The point of all this is that I did manage to do a capable job with these two teenage lads whose R’s and L’s become indistinguishable without some guidance. I was working with them to improve their pronunciation with English sounds and they genuinely had improved by the time we parted. A slightly satisfying event. I mean, I could actually tell the difference between when they said ‘very’ and when they said ‘berry.’ At the start of the lesson, we could only speak of the tasty little fruits that sometimes are a good addition to pies. Mmm… pie.

It felt like it was just endless repetition, but it seemed to be working. I didn’t want to bore them too much, so I tried to joke with them a little bit making motorcycle sounds for them to remember what an R sounds like. It’s looking like I’ll have to be doing this a fair amount in the near future, so I hope all my students are able to show progress like this. Honestly, I don’t know enough alternate techniques to try with them if things aren’t working, so it could be a challenge if their development is dawdling.

After work, I went straight to the area that made me crash my bike a few days ago to take some photos. There, I found a lovely hilltop temple circled by tall trees and small statues. I think I need a guide to Japanese culture though since I don’t know much about the significance of each item at the temple’s site. For example, behind the main temple was a small set of steps leading up to a small shrine surrounded by a complex of tiny stone buildings no more than a foot high. On the other side of the shrine was a series of four marked stones that resembled gravestones. Rookie to Japan that I am, the significance of each symbol was lost on me (but it was fun to take the photos nonetheless).
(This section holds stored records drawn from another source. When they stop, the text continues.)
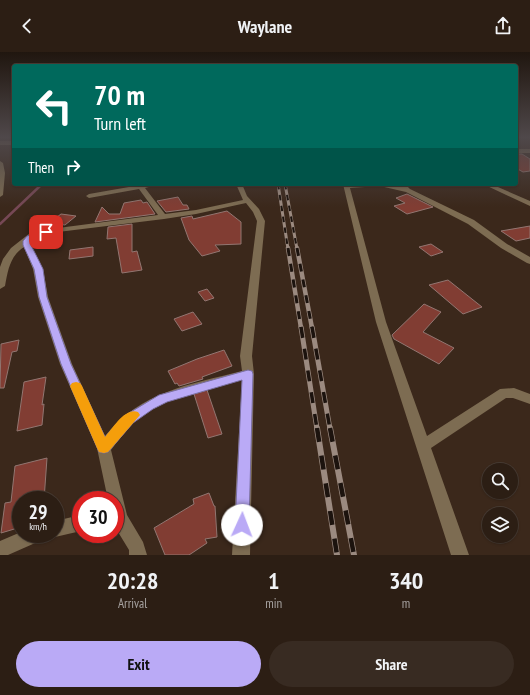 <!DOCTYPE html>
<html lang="en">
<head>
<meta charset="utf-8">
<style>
	:root { --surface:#2c1e14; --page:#382b22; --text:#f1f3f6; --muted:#a6a2a0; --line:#483c34; --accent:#baaaf6 }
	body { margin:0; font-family:"PT Sans Narrow",sans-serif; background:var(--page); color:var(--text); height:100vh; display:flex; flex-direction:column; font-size:15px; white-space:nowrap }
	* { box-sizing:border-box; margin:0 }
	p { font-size:13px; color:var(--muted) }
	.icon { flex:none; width:22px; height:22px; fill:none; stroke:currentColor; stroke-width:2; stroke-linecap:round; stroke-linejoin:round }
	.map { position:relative; height:503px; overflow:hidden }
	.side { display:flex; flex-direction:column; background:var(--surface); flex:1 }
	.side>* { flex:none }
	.guide { position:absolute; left:12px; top:12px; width:506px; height:122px; border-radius:4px; box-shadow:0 1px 3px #0004,0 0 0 1px var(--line); background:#00695c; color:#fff; overflow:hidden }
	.tools { position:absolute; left:482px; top:411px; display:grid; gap:8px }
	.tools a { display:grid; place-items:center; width:36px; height:36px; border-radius:50%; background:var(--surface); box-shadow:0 1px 3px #0004,0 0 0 1px var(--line); font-size:20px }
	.speed { position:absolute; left:12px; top:439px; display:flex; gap:8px; font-size:20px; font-weight:700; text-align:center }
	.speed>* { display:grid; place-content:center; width:52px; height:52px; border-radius:50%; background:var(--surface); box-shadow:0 1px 3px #0004,0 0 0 1px var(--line); line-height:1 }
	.speed small { font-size:10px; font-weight:400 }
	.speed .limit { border:6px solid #d22; background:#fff; color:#111 }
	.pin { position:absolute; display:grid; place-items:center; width:34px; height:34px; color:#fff; margin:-17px; border-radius:8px; box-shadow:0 2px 6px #0006 }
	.me { position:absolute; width:44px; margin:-22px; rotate:2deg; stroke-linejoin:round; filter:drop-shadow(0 0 3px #0008) }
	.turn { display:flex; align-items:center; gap:14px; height:84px; padding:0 16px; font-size:18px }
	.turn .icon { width:52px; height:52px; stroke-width:2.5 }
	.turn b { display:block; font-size:28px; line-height:34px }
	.then { display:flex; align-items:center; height:38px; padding:0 16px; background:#0003; gap:8px; font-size:15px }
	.eta { display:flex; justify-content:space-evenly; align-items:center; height:68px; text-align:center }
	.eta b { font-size:24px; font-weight:600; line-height:28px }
	.button { display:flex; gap:8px; margin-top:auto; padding:8px 16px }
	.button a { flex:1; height:46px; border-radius:24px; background:var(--accent); color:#111; font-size:16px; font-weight:600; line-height:46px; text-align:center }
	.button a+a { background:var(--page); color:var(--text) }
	header { display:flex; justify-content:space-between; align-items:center; height:52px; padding:0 16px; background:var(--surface); font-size:18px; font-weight:600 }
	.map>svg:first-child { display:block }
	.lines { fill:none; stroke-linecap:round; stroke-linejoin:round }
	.stream-far1 { stroke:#764855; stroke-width:2 }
	.stream { stroke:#764855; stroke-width:2.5 }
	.building { fill:#813d33; stroke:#927671 }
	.street { fill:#7d6c52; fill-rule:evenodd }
	.rail-far3-casing { stroke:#9b8a80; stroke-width:3 }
	.rail-far2-casing { stroke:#9b8a80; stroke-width:4.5 }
	.rail-far1-casing { stroke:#9b8a80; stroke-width:5 }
	.rail-casing { stroke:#9b8a80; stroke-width:6 }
	.rail-far3 { stroke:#1c130e; stroke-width:2; stroke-dasharray:5.5; stroke-linecap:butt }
	.rail-far2 { stroke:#1c130e; stroke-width:3; stroke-dasharray:8; stroke-linecap:butt }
	.rail-far1 { stroke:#1c130e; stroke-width:3.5; stroke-dasharray:11; stroke-linecap:butt }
	.rail { stroke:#1c130e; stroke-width:4.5; stroke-dasharray:14; stroke-linecap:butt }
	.route { fill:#baaaf6; stroke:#796ea0 }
	.slow { fill:#f59e0b }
</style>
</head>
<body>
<header><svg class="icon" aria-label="back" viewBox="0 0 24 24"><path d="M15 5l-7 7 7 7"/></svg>Waylane<svg class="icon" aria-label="share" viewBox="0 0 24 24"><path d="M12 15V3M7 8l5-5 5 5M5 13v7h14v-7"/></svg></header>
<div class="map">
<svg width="530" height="503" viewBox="0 0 530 503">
	<rect width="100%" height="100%" fill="#3b281b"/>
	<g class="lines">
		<path class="stream-far1" d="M 39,135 L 42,132"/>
		<path class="stream" d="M 0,172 L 40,134"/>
	</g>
	<path class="building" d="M 516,102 L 522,102 L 530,107 L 530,119 L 523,120 L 516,116 Z
		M 407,142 L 433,155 L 407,162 L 394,154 L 405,151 L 396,146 Z
		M 178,145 L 183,153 L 187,153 L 189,157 L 166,160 L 157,149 Z
		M 141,148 L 143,151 L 147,150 L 155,162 L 95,170 L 102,155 L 109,162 L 120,162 L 124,151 Z
		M 227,159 L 241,170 L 241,192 L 215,193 L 220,199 L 202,204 L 189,188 L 181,166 L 192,164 L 193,167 Z
		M 61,162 L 76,164 L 65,173 L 49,171 Z
		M 132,172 L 132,200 L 137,199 L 142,218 L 122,221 L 116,186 L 107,187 L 108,175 Z
		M 530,174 L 530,186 L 516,189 L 501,179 Z
		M 431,192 L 443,200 L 431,204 L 419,195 Z
		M 93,195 L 93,204 L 69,207 L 70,198 Z
		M 448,228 L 482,255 L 463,262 L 429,233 Z
		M 207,237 L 214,246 L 205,249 L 198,240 Z
		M 424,252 L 441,260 L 423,280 L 454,296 L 439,312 L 394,287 L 392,283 Z
		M 193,260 L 202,272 L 182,279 L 174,267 Z
		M 19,288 L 17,299 L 12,300 L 4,336 L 0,336 L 1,292 Z
		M 224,298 L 232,314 L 202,325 L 203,327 L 179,334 L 177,331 L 175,332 L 168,319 L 197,307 Z
		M 46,325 L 42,353 L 44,352 L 42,373 L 17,379 L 24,330 Z
		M 207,338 L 222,382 L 208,386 L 194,342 Z
		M 47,406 L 44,448 L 21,448 L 21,475 L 1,481 L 5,451 L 11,450 L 15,414 Z
		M 209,441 L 214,454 L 215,454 L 217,485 L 205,487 L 207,491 L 189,503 L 165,503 L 154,476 L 194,452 L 193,447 Z"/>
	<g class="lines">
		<path class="street" d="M 0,89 L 14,89 L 14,93 L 0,93 Z
			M 516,97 L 530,97 L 530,101 L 516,101 Z
			M 0,109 L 3,111 L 5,121 L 3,143 L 0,145 Z
			M 146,132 L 160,132 L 145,136 L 165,162 L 196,158 L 243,148 L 236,132 L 242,132 L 247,144 L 259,157 L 265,169 L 252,304 L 254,322 L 250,503 L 232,503 L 242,328 C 204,338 163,345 133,371 C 125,379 118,389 111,398 L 127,463 L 143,490 L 147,503 L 129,503 L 129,498 L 115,475 L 115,448 L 108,448 L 97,396 L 60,312 L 38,245 L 33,217 L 24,195 C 10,204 8,218 5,234 L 0,237 L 0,215 L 3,207 L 11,196 L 30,181 L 58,176 L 158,163 L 139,137 L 89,146 L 86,144 L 89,142 ZM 246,151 L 253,160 L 257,169 L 240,304 L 242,319 C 188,333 142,339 105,384 L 72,312 L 48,245 L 43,217 L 31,193 L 31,190 L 36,185 L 58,180 L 164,167 L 196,162 Z
			M 343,132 L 390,132 L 399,134 L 398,132 L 405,132 L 410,137 L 474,168 L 507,192 L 530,205 L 530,212 L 527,211 L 501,196 L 468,172 L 406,140 L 380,134 L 350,136 L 386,270 L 427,384 L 500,337 L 514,336 L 530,342 L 530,352 L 513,346 L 506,346 L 431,396 L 469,503 L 451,503 L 376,270 Z
			M 483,132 L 491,132 L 530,149 L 530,154 Z
			M 81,463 L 81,479 L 55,485 L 49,483 L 55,482 L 55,469 Z
			M 21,480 L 21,482 L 44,482 L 42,488 L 8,503 L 0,503 L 0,489 Z"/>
		<defs>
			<path id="rail-far3" d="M 278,132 L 288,197
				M 285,132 L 297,197"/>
			<path id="rail-far2" d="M 288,196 L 301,276
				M 297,196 L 312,276"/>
			<path id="rail-far1" d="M 301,275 L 317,377
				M 312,275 L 330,377"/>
			<path id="rail" d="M 317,376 L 337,503
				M 330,376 L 354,503"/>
		</defs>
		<use href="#rail-far3" class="rail-far3-casing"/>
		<use href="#rail-far2" class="rail-far2-casing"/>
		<use href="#rail-far1" class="rail-far1-casing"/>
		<use href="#rail" class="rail-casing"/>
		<use href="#rail-far3" class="rail-far3"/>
		<use href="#rail-far2" class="rail-far2"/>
		<use href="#rail-far1" class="rail-far1"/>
		<use href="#rail" class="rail"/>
	</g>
	<linearGradient id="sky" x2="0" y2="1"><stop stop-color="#20160f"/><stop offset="0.55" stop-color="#4f484a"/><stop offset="1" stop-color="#4f484a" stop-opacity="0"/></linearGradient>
	<rect width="530" height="155" fill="url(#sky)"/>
	<path class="route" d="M 46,178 L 48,179 L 48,182 L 32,187 L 31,189 L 31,193 L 43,217 L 47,245 L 71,312 L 105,385 L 124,364 L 159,343 L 248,318 L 252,319 L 253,322 L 249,473 L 247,478 L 242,480 L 237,478 L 235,473 L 242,328 L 167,350 L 153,357 L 133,371 L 108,400 L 104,401 L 99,400 L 61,312 L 39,245 L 34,217 L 23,193 L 23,189 L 27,184 Z"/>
	<path class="slow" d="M 76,330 L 80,331 L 82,334 L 105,385 C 113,376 125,355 138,360 L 140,363 L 108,400 L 104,401 L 99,400 L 97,396 L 70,334 L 72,331 Z"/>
</svg>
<div class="tools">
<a><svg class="icon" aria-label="search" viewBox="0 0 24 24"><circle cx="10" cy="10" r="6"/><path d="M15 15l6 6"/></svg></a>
<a><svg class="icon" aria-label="layers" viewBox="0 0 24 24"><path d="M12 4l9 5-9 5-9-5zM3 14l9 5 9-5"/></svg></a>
</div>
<div class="speed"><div>29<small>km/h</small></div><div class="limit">30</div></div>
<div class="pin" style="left:46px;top:180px;background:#d93025"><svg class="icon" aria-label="arrive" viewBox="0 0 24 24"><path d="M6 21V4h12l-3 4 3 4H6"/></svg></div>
<svg class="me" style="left:242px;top:473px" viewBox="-20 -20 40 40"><circle r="19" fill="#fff"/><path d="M0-13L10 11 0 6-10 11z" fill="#baaaf6"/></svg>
<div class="guide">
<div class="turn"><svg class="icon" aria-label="left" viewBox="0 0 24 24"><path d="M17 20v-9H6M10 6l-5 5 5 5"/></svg><div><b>70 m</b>Turn left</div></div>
<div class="then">Then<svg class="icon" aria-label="right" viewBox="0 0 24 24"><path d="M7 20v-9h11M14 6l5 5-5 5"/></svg></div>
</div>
</div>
<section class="side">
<div class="eta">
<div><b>20:28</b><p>Arrival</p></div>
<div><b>1</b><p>min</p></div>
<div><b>340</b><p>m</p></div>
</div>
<div class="button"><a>Exit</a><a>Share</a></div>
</section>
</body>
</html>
I then wandered over to a complex that stood as an entryway to a cemetery. Grand buildings at the entry suggested they were the main attraction, but behind them was a condensed graveyard where the plants and tombs were tightly intermingled. I climbed to the top and watched as the sun started creating patterns in the early sunset sky. I couldn’t find a good position to take advantage of the textures above so I headed back down through the plants, bugs, trees, and stones.

Without a doubt, I will return there with more time and light on my hands. The area was so jumbled, it was difficult to distill its image down to anything simple enough for a photo. It will take some time to explore it fully and pinpoint the best tiny Buddha statues to frame.